The measure was approved last Thursday (April 19) following a proposal from farmer MP Jean Baptiste Moreau who argued vegan and vegetarian alternatives to meat-based products were misleading consumers.
It means any future labelling on products of non-animal origin in the country will be excluded from using now legally reserved terms such as ‘meat’, ‘steak’, ‘bacon’ and ‘sausage’.
Producers who fail to comply could face fines of up to €300,000 (£260,000).
Mr Moreau tweeted: “It is important to combat false claims. Our products must be designated correctly: the terms of #cheese or #steak will be reserved for products of animal origin.”
✅🥩🧀Adoption de mon amendement pour mieux informer le #consommateur sur son alimentation!Il est important de lutter contre les fausses allégations:nos produits doivent être désignés correctement:les termes de #fromage ou de #steak seront réservés aux produits d’origine animale! pic.twitter.com/E8SQ61cjaT— Jean Baptiste Moreau (@moreaujb23)
✅\uD83E\uDD69\uD83E\uDDC0Adoption de mon amendement pour mieux informer le #consommateur sur son alimentation!Il est important de lutter contre les fausses allégations:nos produits doivent être désignés correctement:les termes de #fromage ou de #steak seront réservés aux produits d'origine animale! pic.twitter.com/E8SQ61cjaT— Jean Baptiste Moreau (@moreaujb23) April 19, 2018
Laura Ryan, AHDB sector strategy director for beef and lamb, said she was interested to see other countries taking steps to protect the integrity of meat products almost a year after the EU Court of Justice banned products of a purely plant-based substance using milk, cream, butter, cheese or yoghurt as a marketing tool.

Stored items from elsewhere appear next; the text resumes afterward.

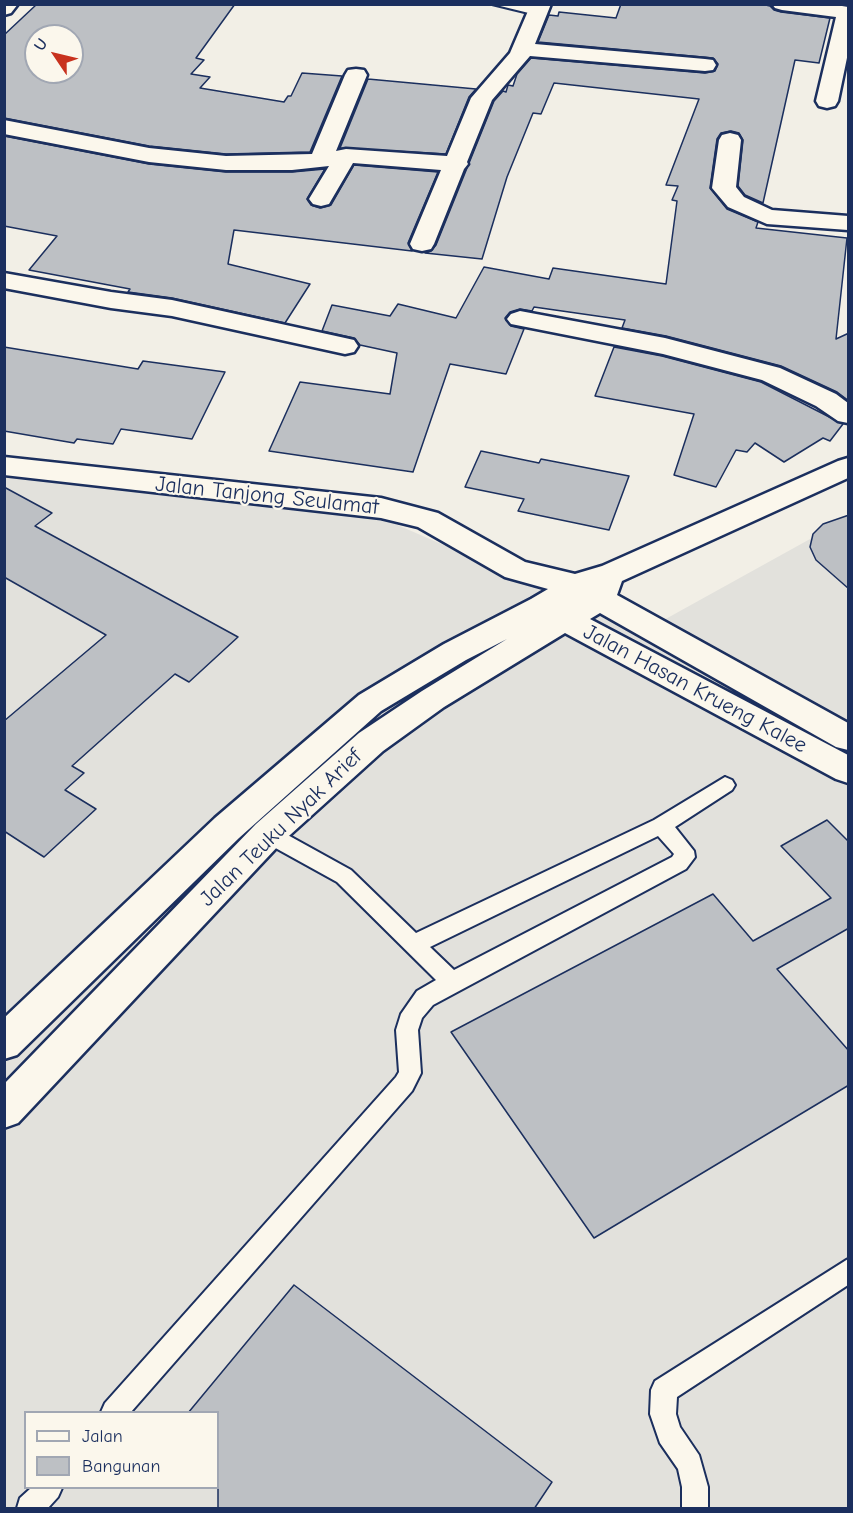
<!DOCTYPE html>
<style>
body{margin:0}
#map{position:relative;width:853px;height:1513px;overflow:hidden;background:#f2efe6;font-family:"Comic Neue",sans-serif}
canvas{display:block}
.frame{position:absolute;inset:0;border:6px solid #1b2f5e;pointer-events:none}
.legend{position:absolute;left:24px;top:1411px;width:195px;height:78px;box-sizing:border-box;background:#fbf7ec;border:2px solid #a1a7b3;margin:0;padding:8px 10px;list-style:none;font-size:18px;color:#1b2f5e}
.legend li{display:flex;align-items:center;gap:12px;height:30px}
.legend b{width:30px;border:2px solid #a1a7b3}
.north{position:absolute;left:24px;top:24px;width:60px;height:60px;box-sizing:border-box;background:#fbf7ec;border:2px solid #a1a7b3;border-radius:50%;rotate:305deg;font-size:16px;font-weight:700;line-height:24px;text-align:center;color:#1b2f5e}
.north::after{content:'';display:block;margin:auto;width:21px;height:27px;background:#c8321e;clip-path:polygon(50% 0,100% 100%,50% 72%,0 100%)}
</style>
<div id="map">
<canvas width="853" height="1513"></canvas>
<div class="frame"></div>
<ul class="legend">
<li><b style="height:8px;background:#fbf7ec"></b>Jalan</li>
<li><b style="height:16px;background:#bdc0c4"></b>Bangunan</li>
</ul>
<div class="north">U</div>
</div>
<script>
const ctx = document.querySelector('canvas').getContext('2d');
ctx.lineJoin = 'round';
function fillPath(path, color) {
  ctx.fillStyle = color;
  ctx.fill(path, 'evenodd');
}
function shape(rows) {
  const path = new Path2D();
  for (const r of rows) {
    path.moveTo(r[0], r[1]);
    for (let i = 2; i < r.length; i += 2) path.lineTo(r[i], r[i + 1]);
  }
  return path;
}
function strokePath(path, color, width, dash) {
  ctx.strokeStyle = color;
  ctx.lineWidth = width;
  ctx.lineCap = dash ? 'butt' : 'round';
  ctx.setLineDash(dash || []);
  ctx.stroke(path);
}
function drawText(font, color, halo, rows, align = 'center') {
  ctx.font = font + ' "Comic Neue",sans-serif';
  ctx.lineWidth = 4.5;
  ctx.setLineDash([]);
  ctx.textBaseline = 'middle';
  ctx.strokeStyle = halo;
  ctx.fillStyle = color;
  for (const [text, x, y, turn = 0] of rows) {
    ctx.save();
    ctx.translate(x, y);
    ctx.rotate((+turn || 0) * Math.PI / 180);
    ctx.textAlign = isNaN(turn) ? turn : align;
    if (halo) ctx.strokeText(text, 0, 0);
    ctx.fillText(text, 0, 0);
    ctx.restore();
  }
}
fillPath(shape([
 [5,476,379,517,499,569,662,621,848,518,848,1508,5,1508],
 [26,1412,218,1412,218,1488,26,1488]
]), '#e2e1dc');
const building = shape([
 [37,4,235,4,196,58,204,60,191,74,210,77,200,88,284,102,288,96,291,96,302,73,342,76,310,152,226,154,149,146,4,118,4,35,37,4],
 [36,36,72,36,72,72,36,72,36,36],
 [621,4,761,4,770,6,774,10,781,12,830,18,819,63,795,60,763,203,745,195,738,186,743,140,739,133,731,131,721,133,717,139,710,188,727,209,758,222,756,228,847,238,836,339,849,333,849,401,837,392,781,366,666,336,622,328,625,320,534,307,532,311,520,309,510,312,505,318,511,326,524,329,506,374,450,364,413,472,269,451,300,382,390,394,397,353,360,345,354,338,322,331,332,305,390,316,398,304,456,318,484,267,549,279,553,268,666,284,677,201,672,200,678,186,666,185,699,99,554,83,541,114,533,113,507,177,482,259,425,253,431,251,436,245,494,101,503,91,506,92,508,85,513,86,517,74,531,58,705,73,715,71,718,64,713,58,538,42,549,15,558,16,559,12,616,18,621,4],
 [368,79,476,89,469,97,446,154,340,148,368,79],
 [4,136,149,164,226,172,292,172,325,169,307,199,311,205,320,208,331,205,354,165,438,172,408,243,412,251,234,230,228,264,310,284,285,323,172,298,128,292,130,289,29,270,57,236,4,226,4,136],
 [4,347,138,369,143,361,225,372,192,439,121,429,113,444,77,439,74,443,4,431,4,347],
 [614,347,662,356,761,382,843,424,830,441,823,438,784,462,755,443,747,452,736,450,716,487,674,475,694,414,595,396,614,347],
 [481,451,539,463,541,459,629,476,609,530,518,511,524,499,465,487,481,451],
 [4,487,52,513,35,526,238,637,189,682,175,674,72,766,84,773,65,790,96,809,44,857,4,831,4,721,106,635,4,577,4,487],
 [849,515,849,589,816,560,810,547,813,534,823,524,849,515],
 [827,820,849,842,849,928,777,969,849,1051,849,1085,594,1238,451,1032,713,894,753,941,831,898,781,846,827,820],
 [294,1285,552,1482,534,1509,218,1509,218,1413,188,1413,294,1285]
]);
fillPath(building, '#bdc0c4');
strokePath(building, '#1b2f5e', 1.5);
const lane = shape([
 [492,4,521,4,541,8,543,11,537,15,492,4],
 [725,777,732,780,735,785,732,790,675,827,694,851,695,857,686,869,433,1005,422,1018,418,1030,421,1073,412,1091,131,1412,101,1412,105,1403,396,1077,399,1072,396,1030,401,1014,417,991,436,980,337,882,261,840,258,834,261,828,268,826,275,828,351,870,416,933,654,820,725,777],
 [658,836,674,854,672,857,454,970,430,947,658,836],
 [848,1259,848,1285,677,1397,676,1414,680,1427,699,1455,708,1487,708,1508,682,1508,682,1487,678,1469,660,1443,650,1414,651,1390,655,1381,848,1259],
 [31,1488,62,1488,58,1497,48,1508,17,1508,20,1498,31,1488]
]);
const street = shape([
 [531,4,551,4,535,44,705,59,713,60,716,65,713,70,705,71,530,56,492,100,467,162,468,164,464,169,434,244,431,249,422,251,413,249,410,244,441,170,353,163,329,204,321,206,313,204,309,199,329,166,292,170,226,170,149,162,4,134,4,120,149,148,226,156,312,154,345,75,348,70,356,69,364,70,367,75,336,151,346,149,447,156,471,98,510,53,531,4],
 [772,4,830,4,848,7,848,53,838,101,835,106,827,108,819,106,816,101,836,17,782,10,775,8,772,4],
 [730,133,738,135,741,140,736,187,744,197,772,210,848,216,848,230,767,224,728,207,712,188,719,140,722,135,730,133],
 [4,273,111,292,172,300,345,338,354,340,358,346,354,352,345,354,172,316,111,308,4,288,4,273],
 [520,311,665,338,780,368,836,394,848,403,848,423,838,421,816,406,762,380,663,354,511,324,507,319,511,314,520,311]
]);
const secondary = shape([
 [4,4,18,4,11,13,4,15,4,4],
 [4,457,381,498,438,513,525,562,575,574,602,566,838,461,848,458,848,478,622,581,617,595,848,723,848,750,836,747,600,613,590,619,848,755,848,783,836,779,565,633,444,707,383,751,280,844,18,1123,4,1128,4,1084,256,824,359,733,422,691,507,639,466,660,381,711,239,838,17,1055,4,1059,4,1018,215,818,359,695,444,644,531,599,548,589,505,577,418,527,381,518,4,475,4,457]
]);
strokePath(lane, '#1b2f5e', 4);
strokePath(street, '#1b2f5e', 5);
strokePath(secondary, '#1b2f5e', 5);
fillPath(lane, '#fbf7ec');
fillPath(street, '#fbf7ec');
fillPath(secondary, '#fbf7ec');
drawText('22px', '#1b2f5e', '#fbf7ec', [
 ["Jalan Tanjong Seulamat",267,496,6],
 ["Jalan Hasan Krueng Kalee",695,689,28],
 ["Jalan Teuku Nyak Arief",281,828,-44]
]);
</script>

She said the issue of labelling was ‘very much front of mind’.
“Labelling alternative proteins using established meat product names seems misleading,” Ms Ryan said.
“If people choose to adopt a diet using alternatives they are entitled to do so, but there should be absolute clarity around the composition of the products being consumed.
“It is disingenuous to market alternatives or substitutes as the genuine products understood and enjoyed by the vast majority of a population.”
NFU head of food and farming Philip Hambling also backed the move and hinted towards research which highlighted a want from shoppers for clear and simple labelling to help understand where their food had come from.
“Existing schemes such as Red Tractor provide assurances that British food is of high production and welfare standards, and can be traced back to British farms,” he said.
“The NFU has long called for clear labelling and for clarity in labelling for products marketed as meat and dairy alternatives to ensure the public are not confused or misled.”